Web sites that publish oppositional articles by Tunisian journalists were also blocked. For example, ONI verified the blocking of the French daily Libération Web site in February 2007 because articles by Tunisian journalist Taoufik Ben Brik critical of President Zine el-Abidine Ben Ali appeared on the site.28

Also blocked are Web sites that criticize Tunisia's human rights records. For example, the Web sites of the League for the Defense of Human Rights (http://www.ltdh.org/) and the Congrés Pour la République (http://www.cprtunisie.net) were blocked, along with the Web sites of Reporters Without Borders (http://www.rsf.org), the International Freedom of Expression eXchange (http://www.ifex.org/), the Islamic Human Rights Commission (http://www.ihrc.org/), and the Arabic Network for Human Rights Information (http://hrinfo.org/). Although the home page of Human Rights Watch (HRW) was accessible, the Arabic- and French-language versions of an HRW report on Internet repression in Tunisia were blocked.

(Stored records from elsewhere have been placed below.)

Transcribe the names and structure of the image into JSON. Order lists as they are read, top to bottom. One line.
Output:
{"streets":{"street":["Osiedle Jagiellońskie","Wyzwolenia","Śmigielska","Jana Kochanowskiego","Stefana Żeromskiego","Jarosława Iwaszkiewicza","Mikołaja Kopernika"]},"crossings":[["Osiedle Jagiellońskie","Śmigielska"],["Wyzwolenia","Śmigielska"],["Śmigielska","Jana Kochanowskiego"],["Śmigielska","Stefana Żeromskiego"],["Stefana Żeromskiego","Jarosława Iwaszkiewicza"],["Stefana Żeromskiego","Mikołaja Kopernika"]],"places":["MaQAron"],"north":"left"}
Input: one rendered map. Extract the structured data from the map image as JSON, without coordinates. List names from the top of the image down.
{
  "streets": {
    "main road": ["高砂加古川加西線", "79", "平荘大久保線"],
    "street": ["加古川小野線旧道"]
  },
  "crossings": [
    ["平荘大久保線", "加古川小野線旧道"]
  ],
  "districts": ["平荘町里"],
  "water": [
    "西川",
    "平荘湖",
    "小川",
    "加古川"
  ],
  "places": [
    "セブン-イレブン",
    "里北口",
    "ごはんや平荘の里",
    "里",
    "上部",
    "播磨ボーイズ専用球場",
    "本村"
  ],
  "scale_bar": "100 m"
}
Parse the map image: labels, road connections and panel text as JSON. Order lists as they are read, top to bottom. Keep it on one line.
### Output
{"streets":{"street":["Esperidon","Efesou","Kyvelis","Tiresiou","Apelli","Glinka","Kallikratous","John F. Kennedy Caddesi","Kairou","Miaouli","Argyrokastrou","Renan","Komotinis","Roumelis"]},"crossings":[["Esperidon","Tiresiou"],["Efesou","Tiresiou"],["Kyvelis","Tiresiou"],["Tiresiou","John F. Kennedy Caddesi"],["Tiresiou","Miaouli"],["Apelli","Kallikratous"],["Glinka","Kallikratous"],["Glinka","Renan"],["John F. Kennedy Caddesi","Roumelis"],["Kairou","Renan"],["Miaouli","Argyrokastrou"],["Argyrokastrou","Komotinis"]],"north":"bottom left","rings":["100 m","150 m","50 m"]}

Pornographic sites and anonymizers and circumvention tools, such as Anonymizer (http://www.anonymizer.com/) and Guardster (http://www.guardster.com/), were filtered extensively. Indeed, almost all of the tested sites belonging to these categories were blocked.

A few sites that criticize the Quran (http://www.thequran.com) and Islam (http://www.islameyat.com) or encouraging Muslims and others to convert to Christianity (http://www.biblicalchristianity.freeserve.co.uk/) were blocked, though their small number points to limited filtering of religious content in Tunisia.

Other blocked sites included several gay and lesbian information or dating pages, sites containing provocative attire, hacking Web sites, and several online translation services.

Conclusion

Tunisia’s government continues to suppress critical speech and oppositional activity, both in real space and in cyberspace. Unlike other states that employ filtering software, Tunisia endeavors to conceal instances of filtering by supplying a fake error page when a blocked site is requested. This makes filtering more opaque and clouds users’ understanding of the boundaries of permissible content. Tunisia maintains a focused, effective system of Internet control that blends content filtering with harsh laws to censor objectionable and politically threatening information.